To use a local client node to load balance Kibana requests:

  1. Install Elasticsearch on the same machine as Kibana.
  2. Configure the node as a Coordinating only node. In elasticsearch.yml, set node.data, node.master and node.ingest to false:

    # 3. You want this node to be neither master nor data node nor ingest node, but
    #    to act as a "search load balancer" (fetching data from nodes,
    #    aggregating results, etc.)
    #
    node.master: false
    node.data: false
    node.ingest: false
  3. Configure the client node to join your Elasticsearch cluster. In elasticsearch.yml, set the cluster.name to the name of your cluster.

    cluster.name: "my_cluster"
  4. Check your transport and HTTP host configs in elasticsearch.yml under network.host and transport.host. The transport.host needs to be on the network reachable to the cluster members, the network.host is the network for the HTTP connection for Kibana (localhost:9200 by default).

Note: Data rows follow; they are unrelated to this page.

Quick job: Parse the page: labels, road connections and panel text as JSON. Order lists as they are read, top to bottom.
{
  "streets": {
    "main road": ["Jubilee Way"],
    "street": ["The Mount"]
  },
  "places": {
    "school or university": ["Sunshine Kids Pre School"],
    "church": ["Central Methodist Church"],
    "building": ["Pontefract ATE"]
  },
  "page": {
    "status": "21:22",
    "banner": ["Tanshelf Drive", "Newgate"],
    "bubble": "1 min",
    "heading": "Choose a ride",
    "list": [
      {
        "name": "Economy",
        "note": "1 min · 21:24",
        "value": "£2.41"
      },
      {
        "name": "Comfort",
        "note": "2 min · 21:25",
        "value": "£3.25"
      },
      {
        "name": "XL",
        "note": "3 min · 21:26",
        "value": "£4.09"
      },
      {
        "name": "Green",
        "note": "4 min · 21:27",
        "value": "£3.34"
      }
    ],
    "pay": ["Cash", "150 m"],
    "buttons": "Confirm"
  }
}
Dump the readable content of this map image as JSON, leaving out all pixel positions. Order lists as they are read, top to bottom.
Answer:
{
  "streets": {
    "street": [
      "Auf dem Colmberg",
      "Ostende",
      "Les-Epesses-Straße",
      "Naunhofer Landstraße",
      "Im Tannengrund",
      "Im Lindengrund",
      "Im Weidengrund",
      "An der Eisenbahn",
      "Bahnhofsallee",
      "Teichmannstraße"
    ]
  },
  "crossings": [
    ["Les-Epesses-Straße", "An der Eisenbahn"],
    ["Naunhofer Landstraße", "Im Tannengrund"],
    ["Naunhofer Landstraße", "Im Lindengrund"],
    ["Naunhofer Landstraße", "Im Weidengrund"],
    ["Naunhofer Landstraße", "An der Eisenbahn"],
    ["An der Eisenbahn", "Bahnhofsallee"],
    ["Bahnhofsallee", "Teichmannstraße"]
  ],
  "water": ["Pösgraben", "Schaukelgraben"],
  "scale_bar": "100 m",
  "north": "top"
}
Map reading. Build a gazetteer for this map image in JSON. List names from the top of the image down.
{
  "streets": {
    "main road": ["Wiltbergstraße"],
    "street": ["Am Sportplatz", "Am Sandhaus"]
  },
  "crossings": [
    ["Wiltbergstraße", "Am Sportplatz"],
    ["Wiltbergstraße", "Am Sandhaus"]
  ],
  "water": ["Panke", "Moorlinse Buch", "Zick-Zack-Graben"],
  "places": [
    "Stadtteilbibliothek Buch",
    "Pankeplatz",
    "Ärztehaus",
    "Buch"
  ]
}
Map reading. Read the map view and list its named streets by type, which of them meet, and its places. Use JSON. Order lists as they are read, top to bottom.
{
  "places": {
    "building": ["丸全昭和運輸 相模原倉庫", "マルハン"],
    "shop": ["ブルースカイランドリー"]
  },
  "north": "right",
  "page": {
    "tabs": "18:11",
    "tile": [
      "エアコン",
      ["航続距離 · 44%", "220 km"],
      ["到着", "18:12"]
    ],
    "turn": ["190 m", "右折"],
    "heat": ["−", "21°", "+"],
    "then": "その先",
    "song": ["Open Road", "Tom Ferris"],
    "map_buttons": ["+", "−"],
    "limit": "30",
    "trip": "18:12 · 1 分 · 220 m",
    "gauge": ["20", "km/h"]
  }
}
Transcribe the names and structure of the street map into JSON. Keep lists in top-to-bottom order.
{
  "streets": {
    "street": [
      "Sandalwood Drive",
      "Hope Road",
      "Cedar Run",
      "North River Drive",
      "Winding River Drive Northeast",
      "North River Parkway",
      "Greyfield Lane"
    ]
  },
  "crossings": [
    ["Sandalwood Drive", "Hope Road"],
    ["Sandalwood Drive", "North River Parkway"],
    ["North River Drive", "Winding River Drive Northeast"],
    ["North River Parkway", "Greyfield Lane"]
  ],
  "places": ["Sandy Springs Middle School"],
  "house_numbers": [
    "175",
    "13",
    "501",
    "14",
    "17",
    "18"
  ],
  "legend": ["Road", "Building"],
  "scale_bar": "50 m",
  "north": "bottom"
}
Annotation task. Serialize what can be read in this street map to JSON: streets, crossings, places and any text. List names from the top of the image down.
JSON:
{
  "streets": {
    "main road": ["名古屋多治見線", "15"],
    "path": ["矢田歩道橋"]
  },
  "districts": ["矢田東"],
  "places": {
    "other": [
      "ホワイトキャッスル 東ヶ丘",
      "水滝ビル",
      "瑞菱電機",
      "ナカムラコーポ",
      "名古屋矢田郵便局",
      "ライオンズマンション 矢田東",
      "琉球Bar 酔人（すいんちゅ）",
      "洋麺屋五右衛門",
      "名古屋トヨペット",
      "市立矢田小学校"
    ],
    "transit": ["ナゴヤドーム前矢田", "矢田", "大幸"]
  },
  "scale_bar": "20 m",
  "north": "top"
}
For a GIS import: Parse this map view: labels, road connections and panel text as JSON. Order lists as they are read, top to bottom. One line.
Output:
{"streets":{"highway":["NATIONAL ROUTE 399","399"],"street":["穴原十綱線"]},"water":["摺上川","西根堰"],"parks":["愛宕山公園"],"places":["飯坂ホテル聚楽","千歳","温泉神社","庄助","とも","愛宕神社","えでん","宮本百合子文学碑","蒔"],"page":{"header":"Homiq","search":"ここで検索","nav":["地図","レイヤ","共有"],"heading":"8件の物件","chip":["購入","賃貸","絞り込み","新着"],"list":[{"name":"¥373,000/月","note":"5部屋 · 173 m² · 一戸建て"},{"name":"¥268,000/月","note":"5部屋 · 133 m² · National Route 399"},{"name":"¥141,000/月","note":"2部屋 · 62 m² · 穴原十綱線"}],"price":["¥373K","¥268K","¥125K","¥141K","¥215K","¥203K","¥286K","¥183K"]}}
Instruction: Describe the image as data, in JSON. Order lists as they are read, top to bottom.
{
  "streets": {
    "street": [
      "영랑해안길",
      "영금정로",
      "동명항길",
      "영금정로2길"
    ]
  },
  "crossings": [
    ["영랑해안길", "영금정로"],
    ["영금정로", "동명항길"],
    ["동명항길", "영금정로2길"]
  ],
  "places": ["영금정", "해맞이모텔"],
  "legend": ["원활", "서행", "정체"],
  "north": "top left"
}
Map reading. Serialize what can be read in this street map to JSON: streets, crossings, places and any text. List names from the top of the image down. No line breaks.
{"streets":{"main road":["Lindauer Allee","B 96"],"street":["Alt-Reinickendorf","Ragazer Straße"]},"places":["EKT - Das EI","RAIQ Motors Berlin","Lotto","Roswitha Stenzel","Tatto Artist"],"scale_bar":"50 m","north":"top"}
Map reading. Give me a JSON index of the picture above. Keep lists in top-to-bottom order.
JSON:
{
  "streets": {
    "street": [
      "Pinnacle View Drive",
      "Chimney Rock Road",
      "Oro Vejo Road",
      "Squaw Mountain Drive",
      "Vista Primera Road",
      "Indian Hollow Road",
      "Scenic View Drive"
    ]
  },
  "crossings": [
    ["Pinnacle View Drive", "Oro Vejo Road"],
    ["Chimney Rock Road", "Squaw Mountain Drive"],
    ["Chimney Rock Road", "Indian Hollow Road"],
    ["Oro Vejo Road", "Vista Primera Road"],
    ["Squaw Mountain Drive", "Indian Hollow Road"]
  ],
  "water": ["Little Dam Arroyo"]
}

    network.host: localhost
    http.port: 9200
    
    # by default transport.host refers to network.host
    transport.host: <external ip>
    transport.tcp.port: 9300 - 9400
  5. Make sure Kibana is configured to point to your local client node. In kibana.yml, the elasticsearch.hosts setting should be set to ["localhost:9200"].

    # The Elasticsearch instance to use for all your queries.
    elasticsearch.hosts: ["http://localhost:9200"]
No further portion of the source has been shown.